PURPOSE OF REVIEW: To guide the clinician in the diagnostic evaluation of endocrine neoplasms, to distinguish between benign and malignant and determine when surgical referral is indicated.

RECENT FINDINGS: Thyroid nodules are uncommon but malignant in as many as 27% of patients. Fine needle aspiration should be considered in adolescents, in which accuracy is as high as 90%; surgical resection should be undertaken in all preadolescents (<13 years) with a thyroid nodule. Prognosis for most primary thyroid malignancies is favorable. Primary hyperparathyroidism is rare and due to an adenoma in up to 70% of patients. Surgical resection carries a cure rate of 95% with the use of intraoperative parathyroid hormone assays.
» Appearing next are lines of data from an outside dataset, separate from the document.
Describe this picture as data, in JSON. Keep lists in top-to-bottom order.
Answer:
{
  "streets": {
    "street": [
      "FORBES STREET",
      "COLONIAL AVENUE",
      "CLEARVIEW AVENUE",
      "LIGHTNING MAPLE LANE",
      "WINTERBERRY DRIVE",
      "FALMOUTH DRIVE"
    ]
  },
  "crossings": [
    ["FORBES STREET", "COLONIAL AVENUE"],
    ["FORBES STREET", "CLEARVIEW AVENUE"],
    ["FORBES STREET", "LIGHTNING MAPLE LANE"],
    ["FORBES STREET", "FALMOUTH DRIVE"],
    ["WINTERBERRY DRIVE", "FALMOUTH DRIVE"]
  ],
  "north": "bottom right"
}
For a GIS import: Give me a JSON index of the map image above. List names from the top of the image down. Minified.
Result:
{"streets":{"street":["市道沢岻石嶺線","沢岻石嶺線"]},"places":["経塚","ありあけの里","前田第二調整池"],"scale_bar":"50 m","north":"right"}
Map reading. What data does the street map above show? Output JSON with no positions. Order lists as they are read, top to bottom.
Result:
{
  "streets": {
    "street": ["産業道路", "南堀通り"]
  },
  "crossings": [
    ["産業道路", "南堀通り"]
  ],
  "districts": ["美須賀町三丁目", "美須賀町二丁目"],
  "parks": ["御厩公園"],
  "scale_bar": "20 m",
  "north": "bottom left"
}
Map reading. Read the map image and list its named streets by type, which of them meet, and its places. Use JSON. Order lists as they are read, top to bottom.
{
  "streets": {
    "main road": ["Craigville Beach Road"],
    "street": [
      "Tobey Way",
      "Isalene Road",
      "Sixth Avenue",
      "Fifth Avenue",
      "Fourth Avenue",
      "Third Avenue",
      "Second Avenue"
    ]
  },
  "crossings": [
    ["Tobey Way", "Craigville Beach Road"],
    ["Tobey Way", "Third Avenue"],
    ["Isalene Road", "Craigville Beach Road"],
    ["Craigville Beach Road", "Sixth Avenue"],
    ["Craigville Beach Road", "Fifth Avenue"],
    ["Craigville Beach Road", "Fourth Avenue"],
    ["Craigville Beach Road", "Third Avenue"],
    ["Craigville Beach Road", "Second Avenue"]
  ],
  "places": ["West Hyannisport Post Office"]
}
Adrenal neoplasms cover a wide spectrum of disorder. They are functional in 95% of patients and require a thorough diagnostic evaluation prior to surgical resection. Malignant lesions of the adrenal gland carry a poor prognosis when complete surgical resection cannot be achieved. Carcinoids are rare neuroendocrine neoplasms, primarily of the appendix, associated with carcinoid syndrome in 10% of patients. The indolent course warrants aggressive surgical control.

SUMMARY: Endocrine neoplasms are unusual in the pediatric population. Their presence should raise concern about a multiple endocrine neoplasia syndrome and appropriate diagnostic and endocrine work-up. Most neoplasms will require surgical resection.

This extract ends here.